Zwischen Russland und dem Westen gefangen, steht China vor dem „Ukraine-Dilemma“

Es sollte eine Freundschaft ohne Grenzen sein, heißt es in einer gemeinsamen Erklärung vom 4. Februar, als der russische Präsident Wladimir Putin nach Peking reiste, um seinen chinesischen Amtskollegen Xi Jinping zu treffen. Doch als Russland seine umfassende Invasion in der Ukraine startete, befand sich China in einer prekären Lage. Seine Führer versuchen, die wachsenden, aber fragilen Beziehungen des Landes zu Moskau aufrechtzuerhalten und gleichzeitig weitere Auswirkungen auf den Westen zu minimieren.
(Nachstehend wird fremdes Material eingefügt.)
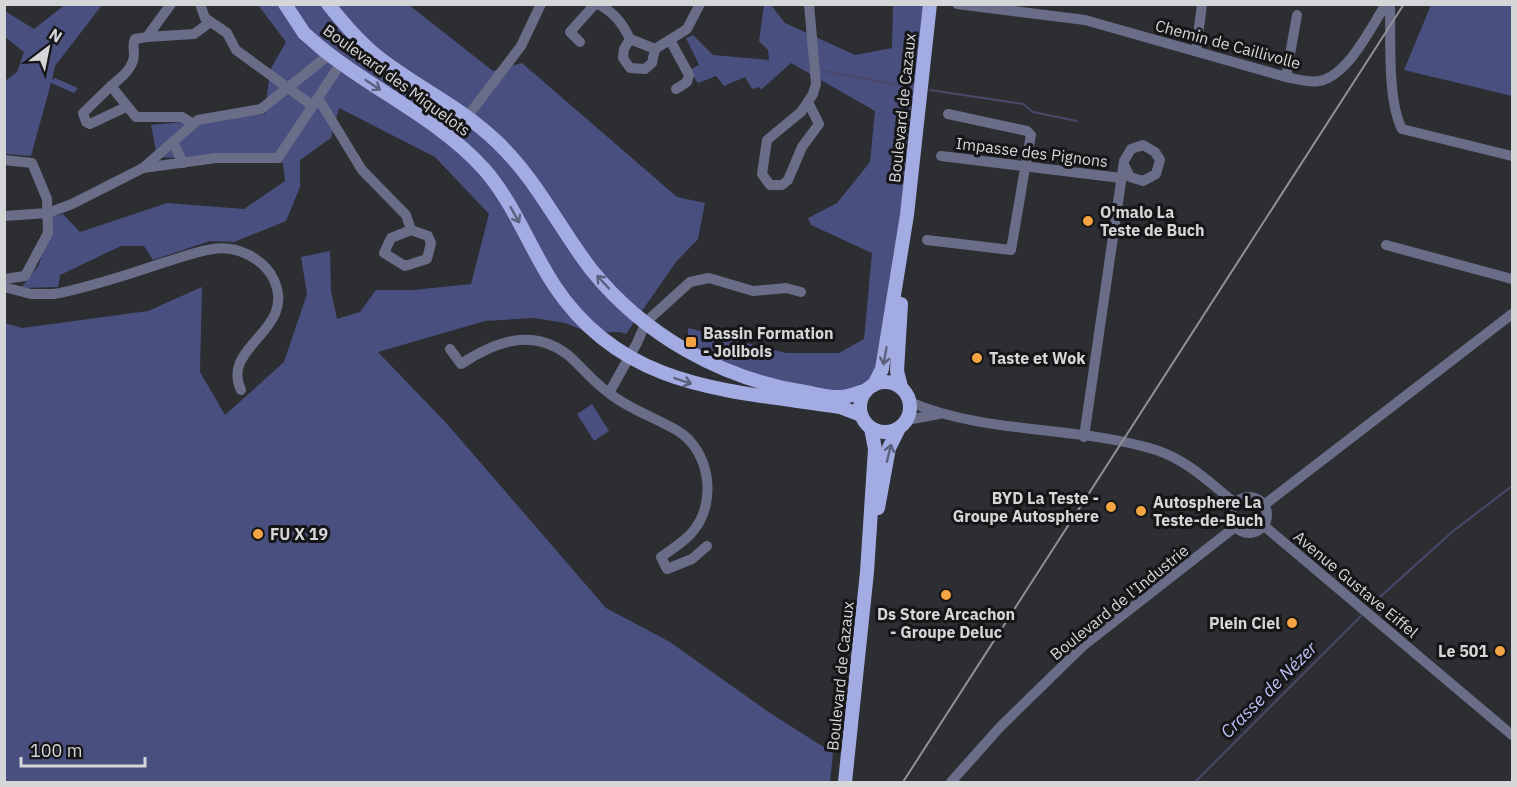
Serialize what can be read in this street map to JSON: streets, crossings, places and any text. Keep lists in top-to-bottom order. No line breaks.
{"streets":{"main road":["Boulevard des Miquelots","Boulevard de Cazaux"],"street":["Chemin de Caillivolle","Impasse des Pignons","Avenue Gustave Eiffel","Boulevard de l'Industrie"]},"crossings":[["Boulevard des Miquelots","Boulevard de Cazaux"],["Avenue Gustave Eiffel","Boulevard de l'Industrie"]],"water":["Crasse de Nézer"],"places":{"other":["O'malo La Teste de Buch","Taste et Wok","BYD La Teste - Groupe Autosphere","Autosphere La Teste-de-Buch","FU X 19","Ds Store Arcachon - Groupe Deluc","Plein Ciel","Le 501"],"transit":["Bassin Formation - Jolibois"]},"scale_bar":"100 m","north":"top right"}
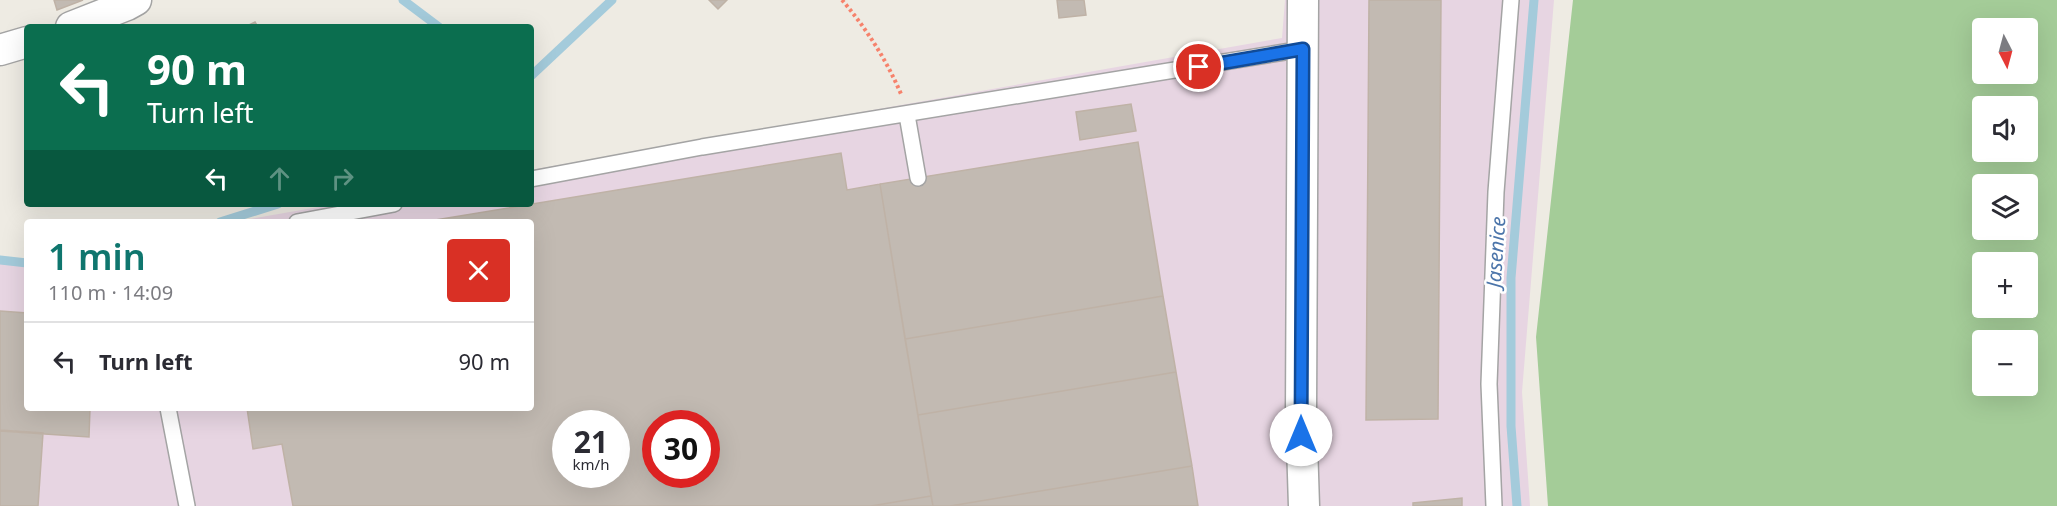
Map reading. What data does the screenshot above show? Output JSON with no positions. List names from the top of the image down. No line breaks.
{"water":["Jasenice"],"north":"bottom","page":{"map_buttons":["+","−"],"turn":["90 m","Turn left"],"heading":["1 min","110 m · 14:09"],"list":[{"name":"Turn left","value":"90 m"}],"speed":"21 km/h","limit":"30"}}
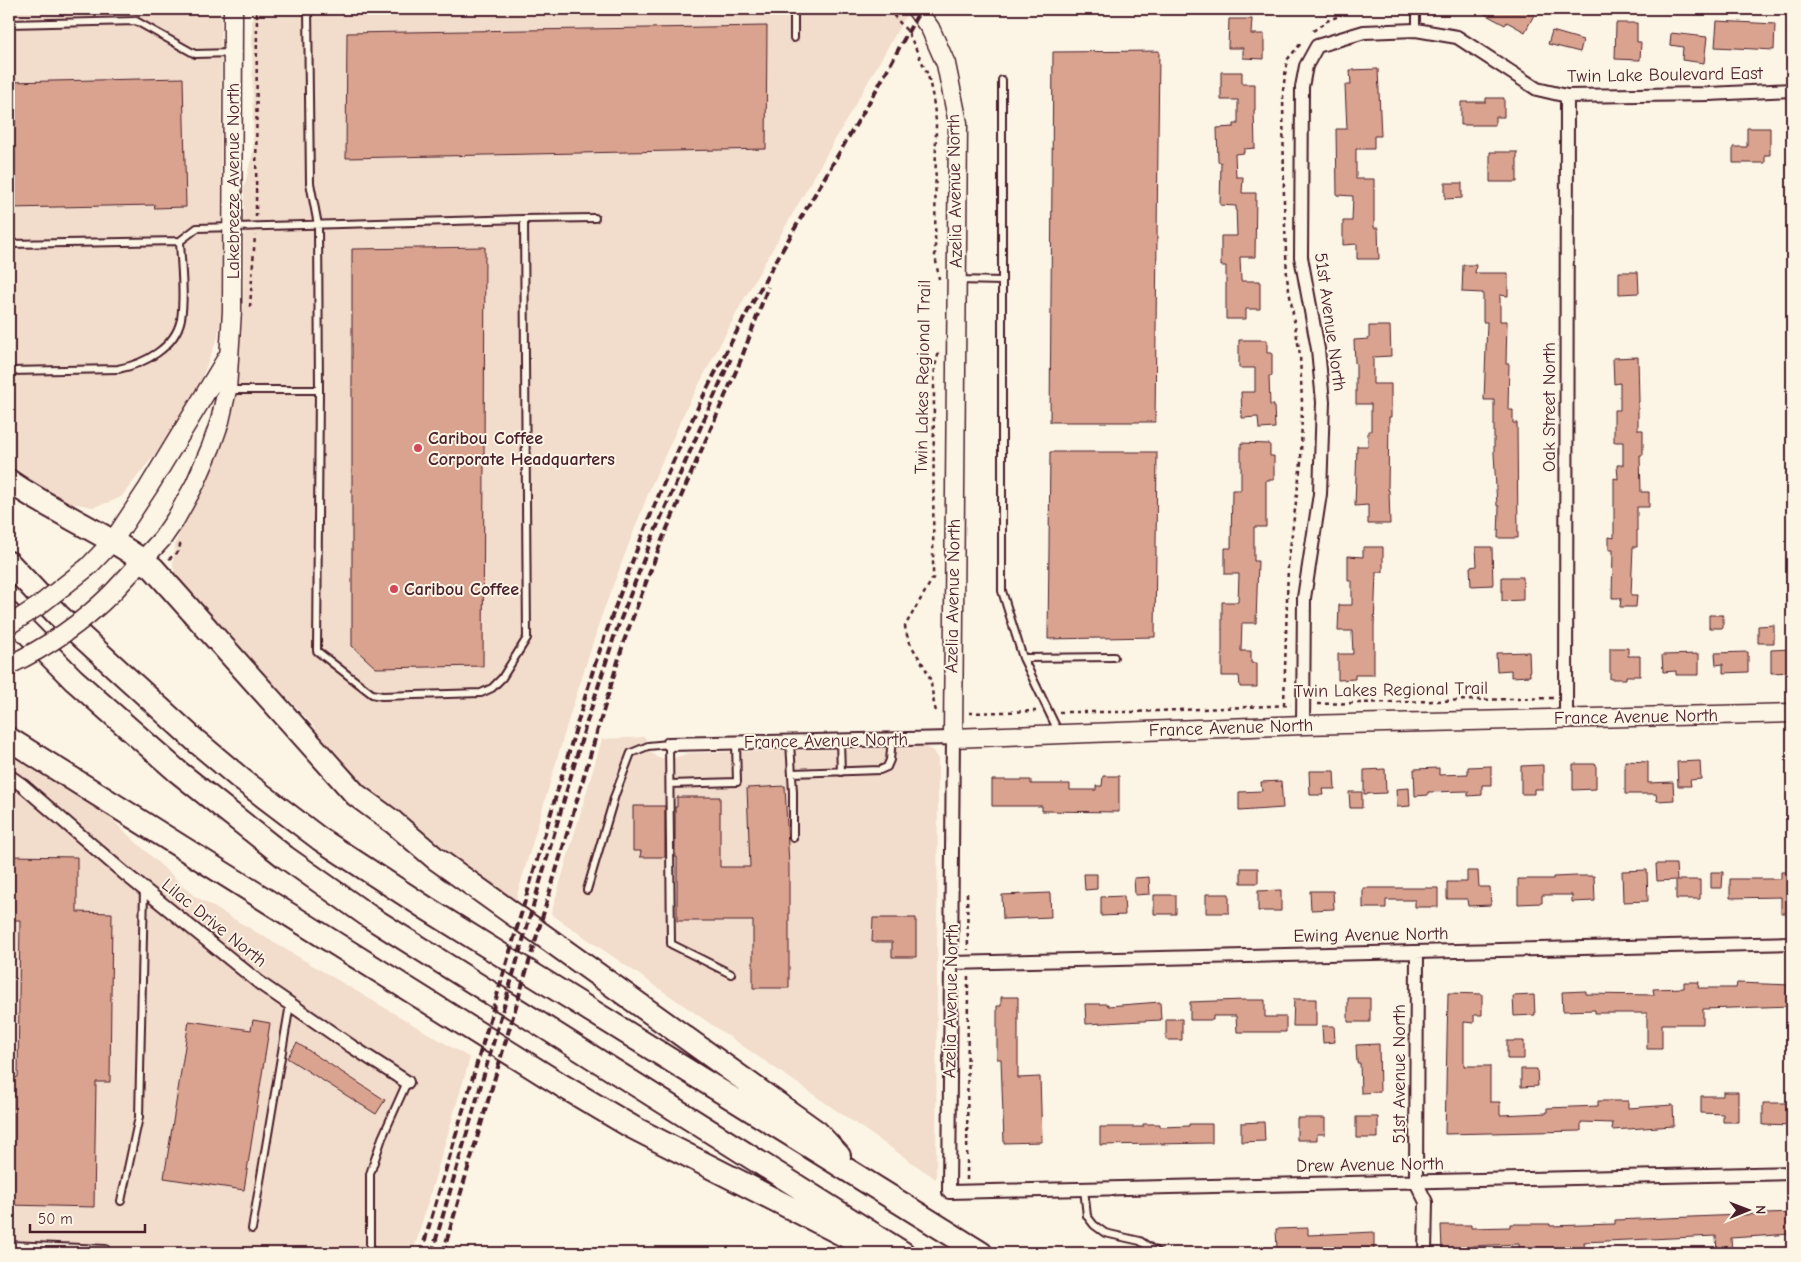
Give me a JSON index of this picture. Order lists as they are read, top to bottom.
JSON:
{
  "streets": {
    "street": [
      "Twin Lake Boulevard East",
      "Lakebreeze Avenue North",
      "Azelia Avenue North",
      "51st Avenue North",
      "Oak Street North",
      "France Avenue North",
      "Lilac Drive North",
      "Ewing Avenue North",
      "Drew Avenue North"
    ],
    "path": ["Twin Lakes Regional Trail"]
  },
  "crossings": [
    ["Twin Lake Boulevard East", "51st Avenue North"],
    ["Twin Lake Boulevard East", "Oak Street North"],
    ["Azelia Avenue North", "Twin Lakes Regional Trail"],
    ["Azelia Avenue North", "France Avenue North"],
    ["Azelia Avenue North", "Ewing Avenue North"],
    ["Azelia Avenue North", "Drew Avenue North"],
    ["51st Avenue North", "Twin Lakes Regional Trail"],
    ["51st Avenue North", "France Avenue North"],
    ["51st Avenue North", "Ewing Avenue North"],
    ["51st Avenue North", "Drew Avenue North"],
    ["Twin Lakes Regional Trail", "Oak Street North"],
    ["Oak Street North", "France Avenue North"]
  ],
  "places": ["Caribou Coffee Corporate Headquarters", "Caribou Coffee"],
  "scale_bar": "50 m",
  "north": "right"
}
Während Beamte in Europa und den Vereinigten Staaten die russische Invasion in der Ukraine unmissverständlich verurteilten und sich zusammenschlossen, um den Kreml mit einer Reihe weitreichender Sanktionen zu treffen, war Chinas Reaktion auf die militärischen Aggressionen seines Nachbarn stattdessen ein prekärer Balanceakt.

In Anspielung auf ihre wachsende Partnerschaft hat sich Peking in mancher Hinsicht mit Moskau verbündet.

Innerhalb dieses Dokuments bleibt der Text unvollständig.